◆ Data
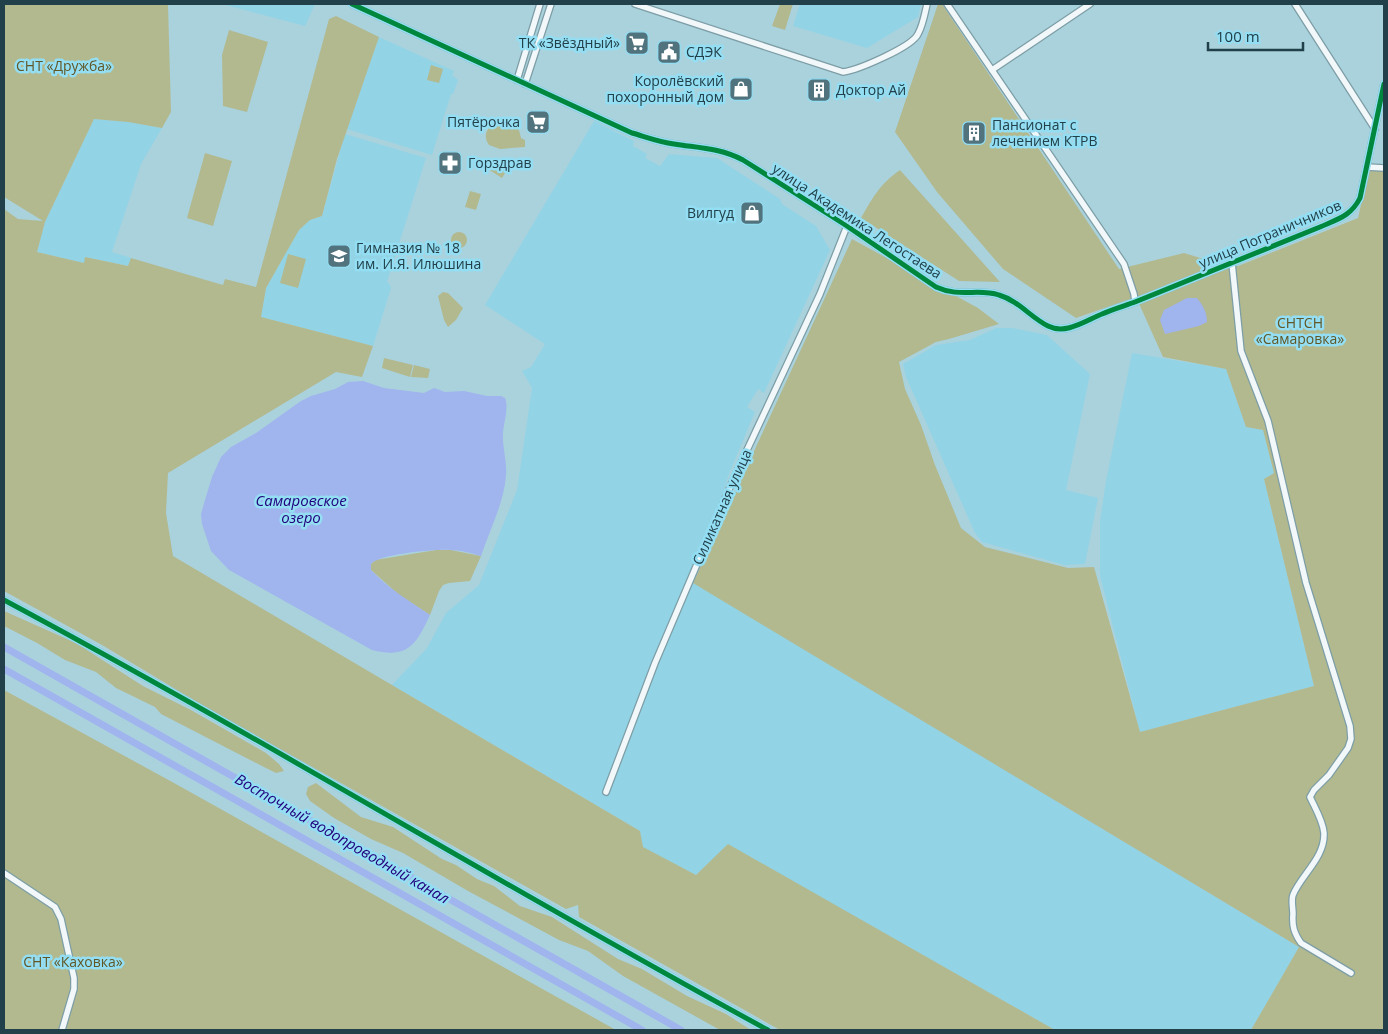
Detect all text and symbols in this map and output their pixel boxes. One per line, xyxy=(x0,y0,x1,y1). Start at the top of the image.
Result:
scale bar xyxy=(1208,20,1303,52)
text: 100 m xyxy=(1216,26,1260,46)
supermarket icon: ТК «Звёздный» xyxy=(624,30,650,56)
place label: ТК «Звёздный» xyxy=(519,33,620,52)
public building icon: СДЭК xyxy=(656,39,682,65)
place label: СДЭК xyxy=(686,42,722,61)
park label: СНТ «Дружба» xyxy=(16,56,112,75)
place label: Королёвский похоронный дом xyxy=(606,71,724,106)
shop icon: Королёвский похоронный дом xyxy=(728,76,754,102)
building icon: Доктор Ай xyxy=(806,77,832,103)
place label: Доктор Ай xyxy=(836,80,906,99)
supermarket icon: Пятёрочка xyxy=(525,109,551,135)
place label: Пятёрочка xyxy=(447,112,520,131)
place label: Пансионат с лечением КТРВ xyxy=(992,115,1097,150)
building icon: Пансионат с лечением КТРВ xyxy=(961,120,987,146)
pharmacy icon: Горздрав xyxy=(437,150,463,176)
place label: Горздрав xyxy=(468,153,531,172)
street label: улица Академика Легостаева xyxy=(769,159,946,283)
street label: улица Пограничников xyxy=(1196,195,1344,272)
shop icon: Вилгуд xyxy=(739,200,765,226)
place label: Вилгуд xyxy=(687,203,734,222)
place label: Гимназия № 18 им. И.Я. Илюшина xyxy=(356,238,481,273)
school or university icon: Гимназия № 18 им. И.Я. Илюшина xyxy=(326,243,352,269)
park label: СНТСН «Самаровка» xyxy=(1256,313,1344,348)
street label: Силикатная улица xyxy=(687,446,756,568)
water label: Самаровское озеро xyxy=(255,490,347,527)
water label: Восточный водопроводный канал xyxy=(232,768,453,908)
park label: СНТ «Каховка» xyxy=(23,952,123,971)

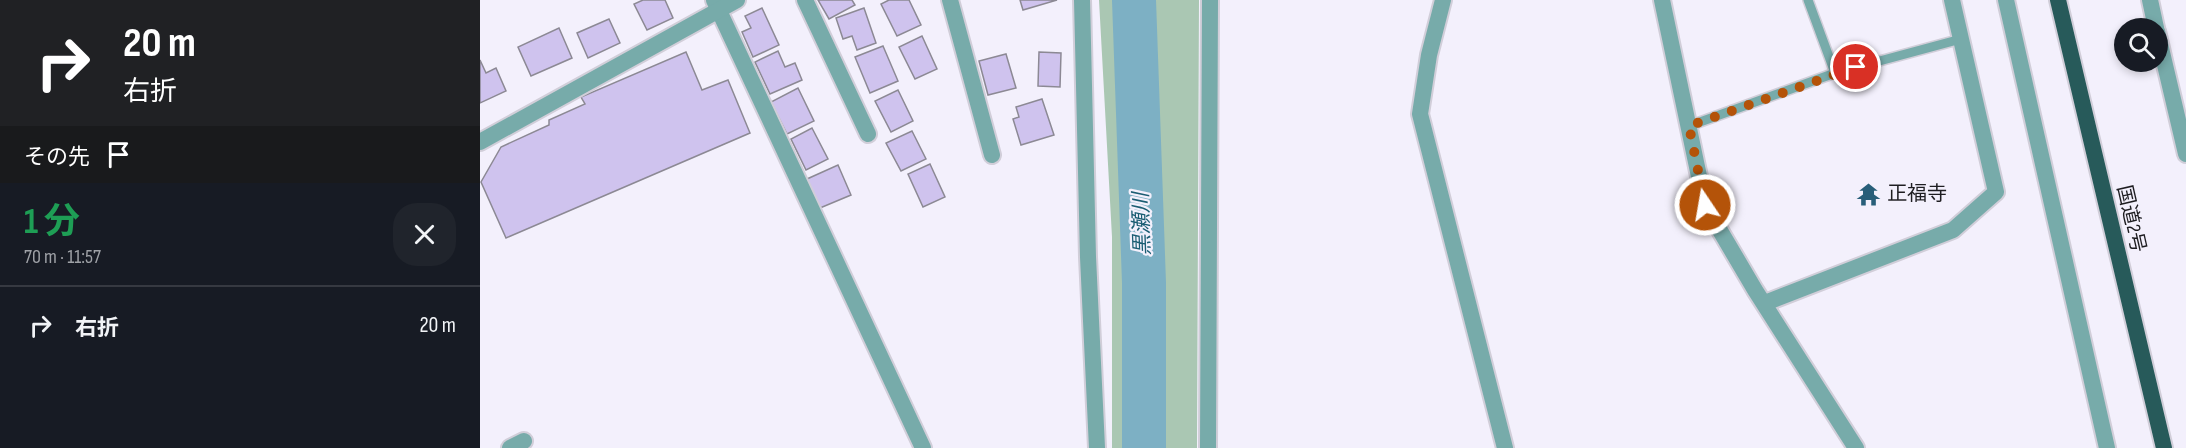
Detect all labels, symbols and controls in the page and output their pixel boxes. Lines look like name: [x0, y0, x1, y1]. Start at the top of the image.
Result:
text: 20 m: [123, 18, 196, 69]
map controls: [2114, 18, 2168, 72]
button: search: [2114, 18, 2168, 72]
icon: right: [24, 24, 102, 102]
pin: [1830, 41, 1881, 92]
icon: arrive: [1839, 50, 1872, 83]
text: 右折: [123, 76, 177, 108]
icon: arrive: [102, 138, 135, 171]
text: その先: [24, 144, 90, 171]
position arrow: [1673, 173, 1737, 237]
temple icon: 正福寺: [1856, 181, 1882, 207]
place label: 正福寺: [1887, 182, 1947, 206]
street label: 国道2号: [2112, 183, 2150, 255]
water label: 黒瀬川: [1128, 190, 1156, 256]
text: 1 分: [24, 201, 80, 244]
button: close: [393, 203, 456, 266]
text: 70 m · 11:57: [24, 245, 101, 269]
icon: right: [24, 309, 57, 342]
text: 20 m: [420, 312, 456, 339]
text: 右折: [75, 315, 119, 342]

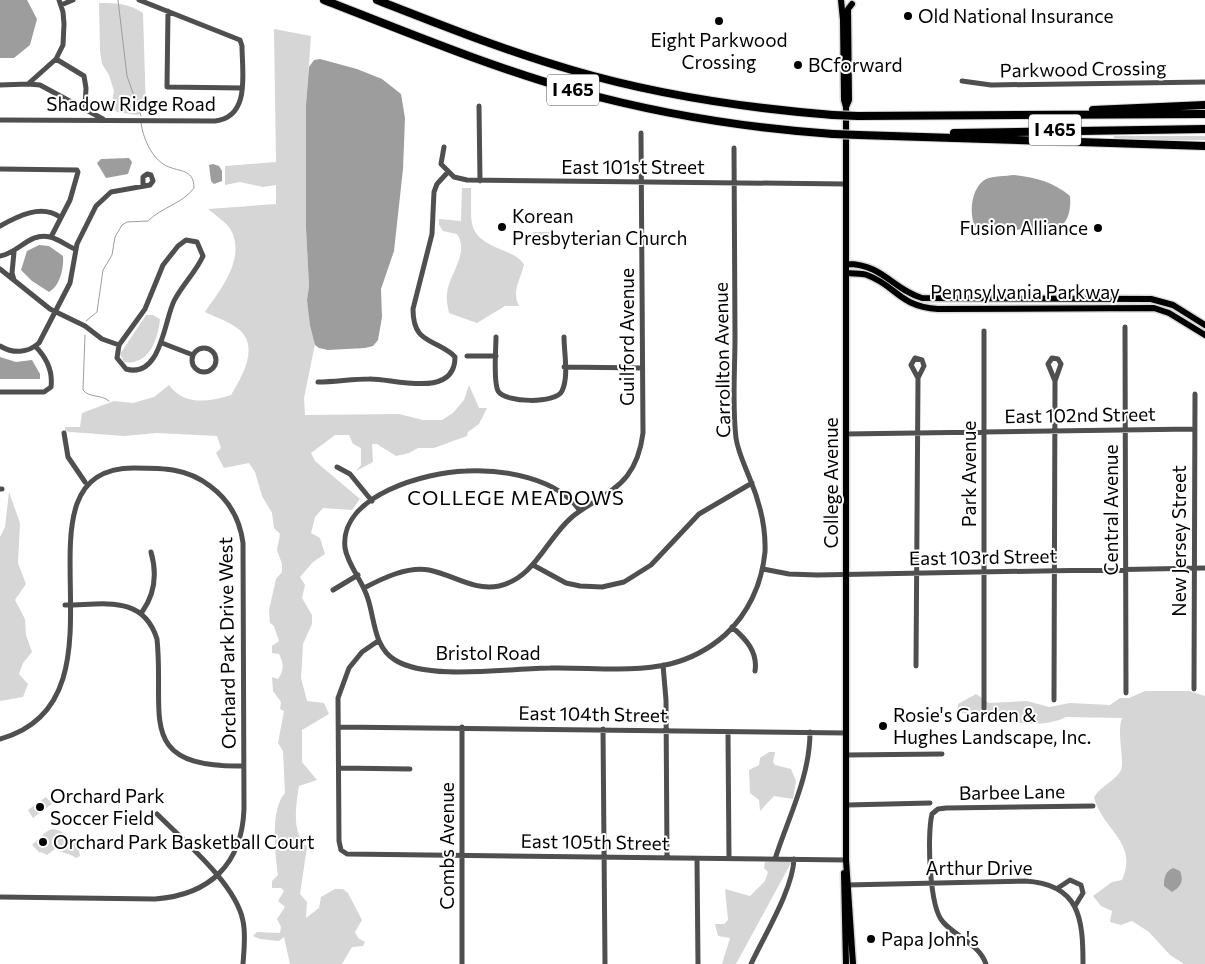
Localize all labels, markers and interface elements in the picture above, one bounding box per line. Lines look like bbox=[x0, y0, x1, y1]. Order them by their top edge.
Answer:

◆ Activity
Copy back, word for word, every line between the top of the material above and the line that contains "Detect all labels, symbols", both included, without any pictures.

◆ Result of the task
Detect all text and symbols in this map and output their pixel boxes. One per line, xyxy=(x0,y0,x1,y1). Start at the top of the image.
Result:
scale bar xyxy=(1208,20,1303,52)
text: 100 m xyxy=(1216,26,1260,46)
supermarket icon: ТК «Звёздный» xyxy=(624,30,650,56)
place label: ТК «Звёздный» xyxy=(519,33,620,52)
public building icon: СДЭК xyxy=(656,39,682,65)
place label: СДЭК xyxy=(686,42,722,61)
park label: СНТ «Дружба» xyxy=(16,56,112,75)
place label: Королёвский похоронный дом xyxy=(606,71,724,106)
shop icon: Королёвский похоронный дом xyxy=(728,76,754,102)
building icon: Доктор Ай xyxy=(806,77,832,103)
place label: Доктор Ай xyxy=(836,80,906,99)
supermarket icon: Пятёрочка xyxy=(525,109,551,135)
place label: Пятёрочка xyxy=(447,112,520,131)
place label: Пансионат с лечением КТРВ xyxy=(992,115,1097,150)
building icon: Пансионат с лечением КТРВ xyxy=(961,120,987,146)
pharmacy icon: Горздрав xyxy=(437,150,463,176)
place label: Горздрав xyxy=(468,153,531,172)
street label: улица Академика Легостаева xyxy=(769,159,946,283)
street label: улица Пограничников xyxy=(1196,195,1344,272)
shop icon: Вилгуд xyxy=(739,200,765,226)
place label: Вилгуд xyxy=(687,203,734,222)
place label: Гимназия № 18 им. И.Я. Илюшина xyxy=(356,238,481,273)
school or university icon: Гимназия № 18 им. И.Я. Илюшина xyxy=(326,243,352,269)
park label: СНТСН «Самаровка» xyxy=(1256,313,1344,348)
street label: Силикатная улица xyxy=(687,446,756,568)
water label: Самаровское озеро xyxy=(255,490,347,527)
water label: Восточный водопроводный канал xyxy=(232,768,453,908)
park label: СНТ «Каховка» xyxy=(23,952,123,971)

Detect all labels, symbols and controls in the page and output their pixel boxes. Lines look like name: [x0, y0, x1, y1]. Start at the top of the image.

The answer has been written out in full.